Programming, Software and Code

PLA: More New Methods

In a previous post I discussed some of the common behaviors that the matrix types in Parrot-Linear-Algebra implement. Recently, I've added a few more which I think are pretty cool and worth discussing.

First and foremost, I've finally added some methods to convert between type. There are now methods for convert_to_number_matrix, convert_to_complex_matrix, and convert_to_pmc_matrix. Every type implements all of these methods, even when it would be a no-op. This is so you can take a PMC and if it "does 'matrix'" you can cast it to the type you want to deal with without worrying about spending too much expense. These methods always return a new matrix, so you can keep a copy of the matrix in it's original form and also have a new copy to play with. In the case where the matrix is already in the target format, I create a clone.

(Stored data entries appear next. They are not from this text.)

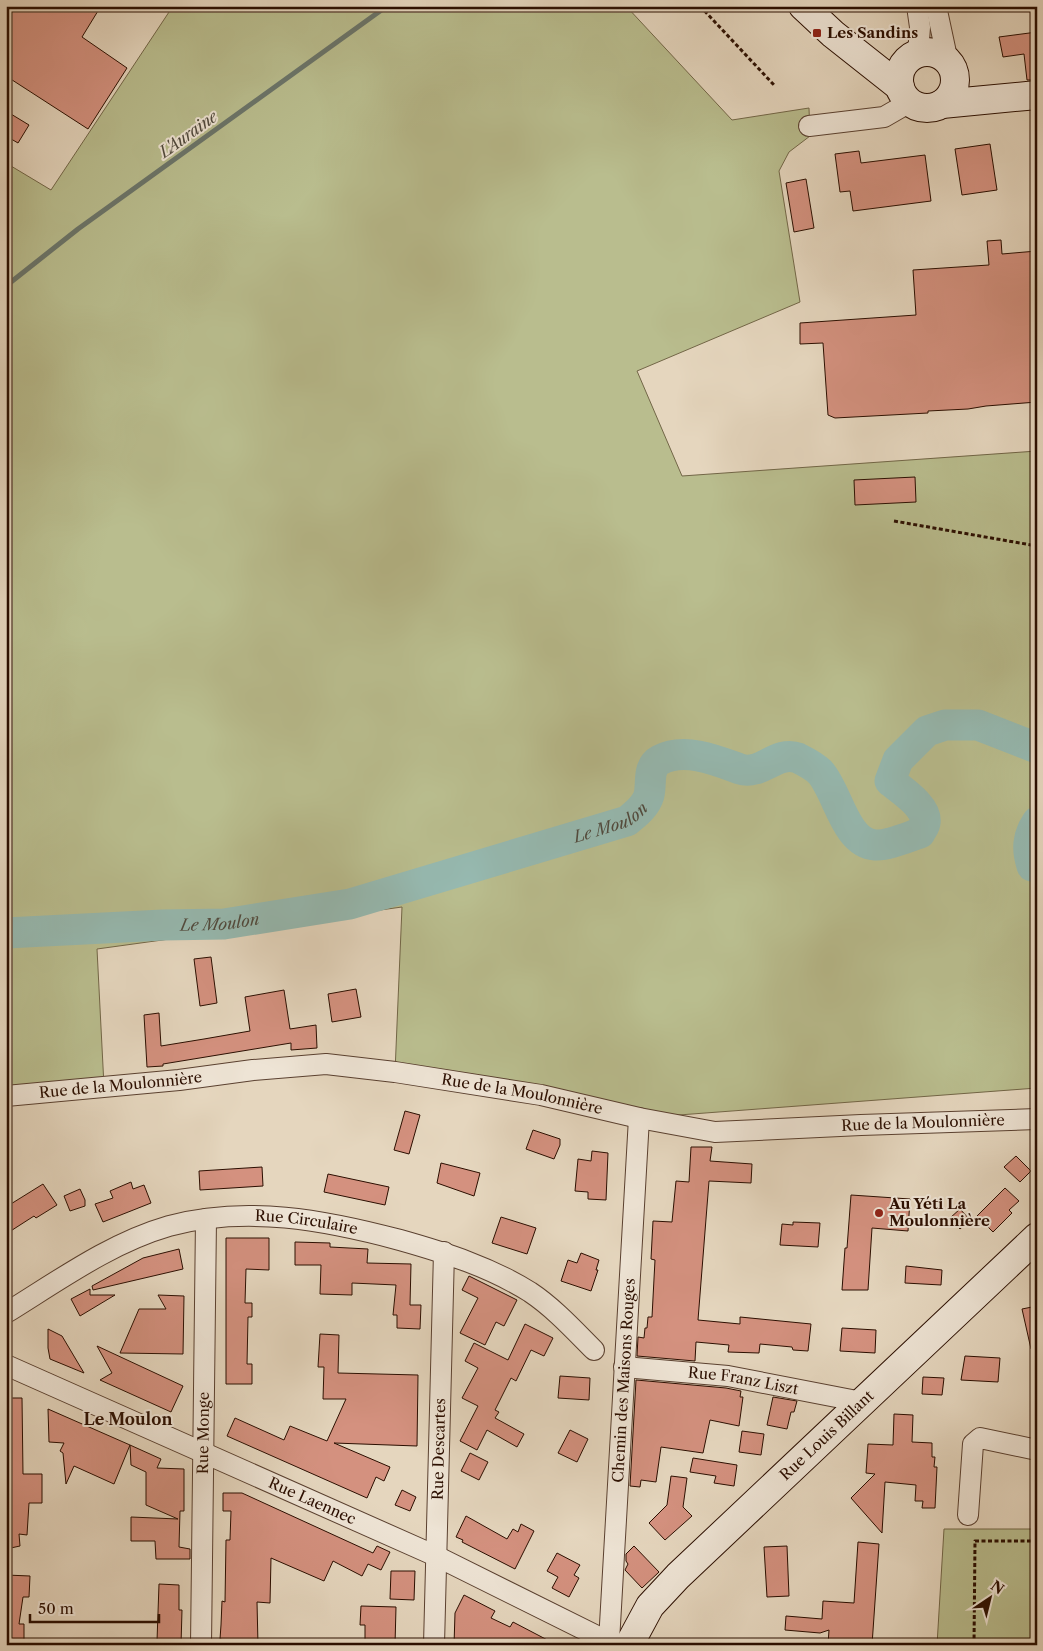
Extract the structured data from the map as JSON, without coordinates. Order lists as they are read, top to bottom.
{
  "streets": {
    "street": [
      "Rue de la Moulonnière",
      "Rue Circulaire",
      "Chemin des Maisons Rouges",
      "Rue Franz Liszt",
      "Rue Monge",
      "Rue Louis Billant",
      "Rue Descartes",
      "Rue Laennec"
    ]
  },
  "crossings": [
    ["Rue de la Moulonnière", "Chemin des Maisons Rouges"],
    ["Rue Circulaire", "Rue Monge"],
    ["Rue Circulaire", "Rue Descartes"],
    ["Chemin des Maisons Rouges", "Rue Franz Liszt"],
    ["Chemin des Maisons Rouges", "Rue Louis Billant"],
    ["Chemin des Maisons Rouges", "Rue Laennec"],
    ["Rue Franz Liszt", "Rue Louis Billant"],
    ["Rue Monge", "Rue Laennec"],
    ["Rue Louis Billant", "Rue Laennec"],
    ["Rue Descartes", "Rue Laennec"]
  ],
  "districts": ["Le Moulon"],
  "water": ["L'Auraine", "Le Moulon"],
  "places": {
    "transit": ["Les Sandins"],
    "other": ["Au Yéti La Moulonnière"]
  },
  "scale_bar": "50 m",
  "north": "top right"
}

Unfortunately, these conversion operations can be a little bit expensive when you're actually converting types. The problem is that the data for the matrices is stored internally in a very dense format. For the Number and Complex matrices, the data is stored internally in the format required by the BLAS library routines. For the number matrix, the values are basically stored together in a single large buffer. For complex matrices, the real and imaginary values are stored together also, alternating positions. Converting one to the other is not easy, since I have to allocate a completely new buffer and iterate over each space individually. So, too many conversion operations can get expensive quickly.

Using these new conversion methods, I have updated some previous methods, like gemm(), the routine which performs the GEMM operation from the BLAS library. You can now pass any matrix types to this method, and it will perform conversions internally to ensure the types match. Here's a fun little NQP example that shows some of the capabilities of this library today:

INIT { pir::load_bytecode("pla_nqp.pbc"); }

my $A :=;
$A.initialize_from_args(2, 2, 1, 2.0, "3", 4);
pir::say("A: " ~ $A);

my $B :=;
$B.initialize_from_array(2, 2, [1, 2.0, "3+3i", "7+5i"]);
pir::say("B: " ~ $B);

my $C :=;
$C.fill(4.4, 2, 2);
pir::say("C: " ~ $C);

my $D := $B.gemm(0.5, $A, $B, "1+2i", $C);
pir::say("D: " ~ $D);

You can try it yourself, or you can take my word for it that the result is correct. I've verified it this morning in Octave, and the results are the same (though the Octave script to produce this result is considerably shorter).

PLA is finally starting to get the kind of basic functionality and test coverage that I've been hoping for. With a few more finishing touches on this base, I'm going to start adding new functionality like LAPACK bindings. Specifically, I'm hoping to add in support for some common matrix decompositions, matrix reductions, inverses and eigenvalues. I'm also hoping to get started on the module for Rakudo sometime soon.